Project

General

Profile

Feature #7064

Analyze the performance impact of the implicit meta schema in H2

Added by Alexandru Lungu over 1 year ago. Updated 10 months ago.

Status:
Rejected
Priority:
Normal
Assignee:
Target version:
-
Start date:
Due date:
% Done:

100%

billable:
No
vendor_id:
GCD
version_reported:
version_resolved:

History

#1 Updated by Alexandru Lungu over 1 year ago

There is a so called INFORMATION_SCHEMA in H2 which is implicitly built: once for a shared temp-database and multiple times if private temp-databases are used. Its goal is to deliver meta information of the database.
This is a nice thing to have as we determine certain metadata very fast. However, it is usable only internally, as the converted code relies on an explicit meta database.

On the same topic, I recall several places where the Database.meta is locked and used. AFAIK, meta itself is a table, so it isn't locked if LOCK_MODE is 0. For private temp-databases we shouldn't worry about this. However, there are many places where this implicit meta table is actually used (entries are inserted/removed/updated). I need some better understanding of this standalone system table and how we use it.

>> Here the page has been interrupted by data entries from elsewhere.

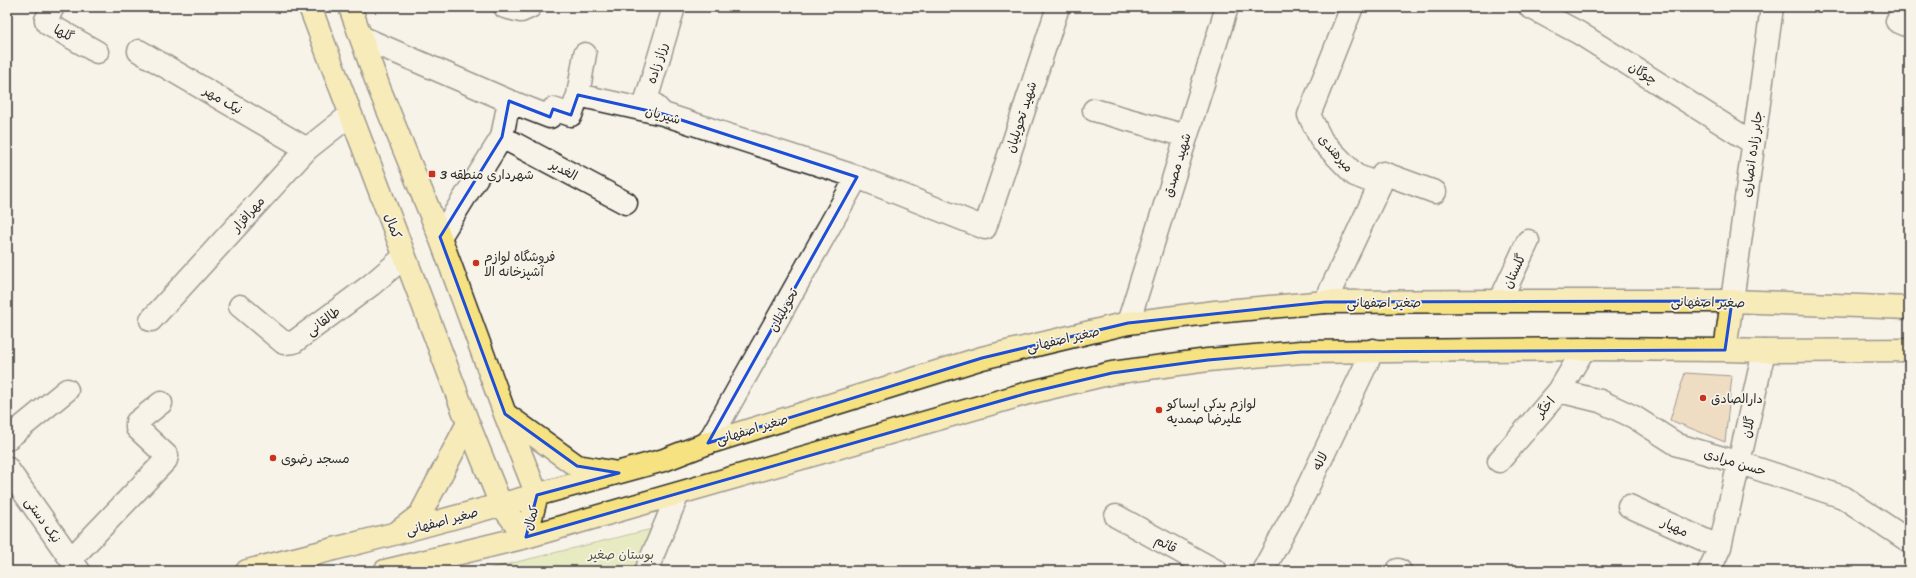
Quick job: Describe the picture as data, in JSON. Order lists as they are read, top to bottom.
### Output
{
  "streets": {
    "main road": ["کمال", "صغیر اصفهانی"],
    "street": [
      "گلها",
      "رزاز زاده",
      "چوگان",
      "نیک مهر",
      "شیریان",
      "شهید تحویلیان",
      "میرهندی",
      "جابر زاده انصاری",
      "شهید مصدق",
      "الغدیر",
      "مهرافزار",
      "گلستان",
      "تحویلیلان",
      "طالقانی",
      "اخگر",
      "گلان",
      "لاله",
      "حسن مرادی",
      "نیک دستی",
      "مهیار",
      "قائم"
    ]
  },
  "crossings": [
    ["رزاز زاده", "شیریان"],
    ["چوگان", "جابر زاده انصاری"],
    ["نیک مهر", "مهرافزار"],
    ["شیریان", "شهید تحویلیان"],
    ["شیریان", "تحویلیلان"],
    ["جابر زاده انصاری", "صغیر اصفهانی"],
    ["شهید مصدق", "صغیر اصفهانی"],
    ["مهرافزار", "کمال"],
    ["کمال", "صغیر اصفهانی"],
    ["کمال", "طالقانی"],
    ["گلستان", "صغیر اصفهانی"],
    ["صغیر اصفهانی", "تحویلیلان"],
    ["اخگر", "حسن مرادی"],
    ["گلان", "حسن مرادی"],
    ["گلان", "مهیار"]
  ],
  "parks": ["بوستان صغیر"],
  "places": {
    "transit": ["شهرداری منطقه 3"],
    "other": [
      "فروشگاه لوازم آشپزخانه الا",
      "دارالصادق",
      "لوازم یدکی ایساکو علیرضا صمدیه",
      "مسجد رضوی"
    ]
  }
}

As long as we don't use INFORMATION_SCHEMA or Database.meta, or at least we don't heavily rely on them, we should consider disabling. From my slim investigation, we use INFORMATION_SCHEMA only to retrieve the current value of a sequence and check if a sequence exists. Therefore, we can leave the schema table to do just the sequence work. Please let me know if there are other use-cases in FWD for these I am missing here.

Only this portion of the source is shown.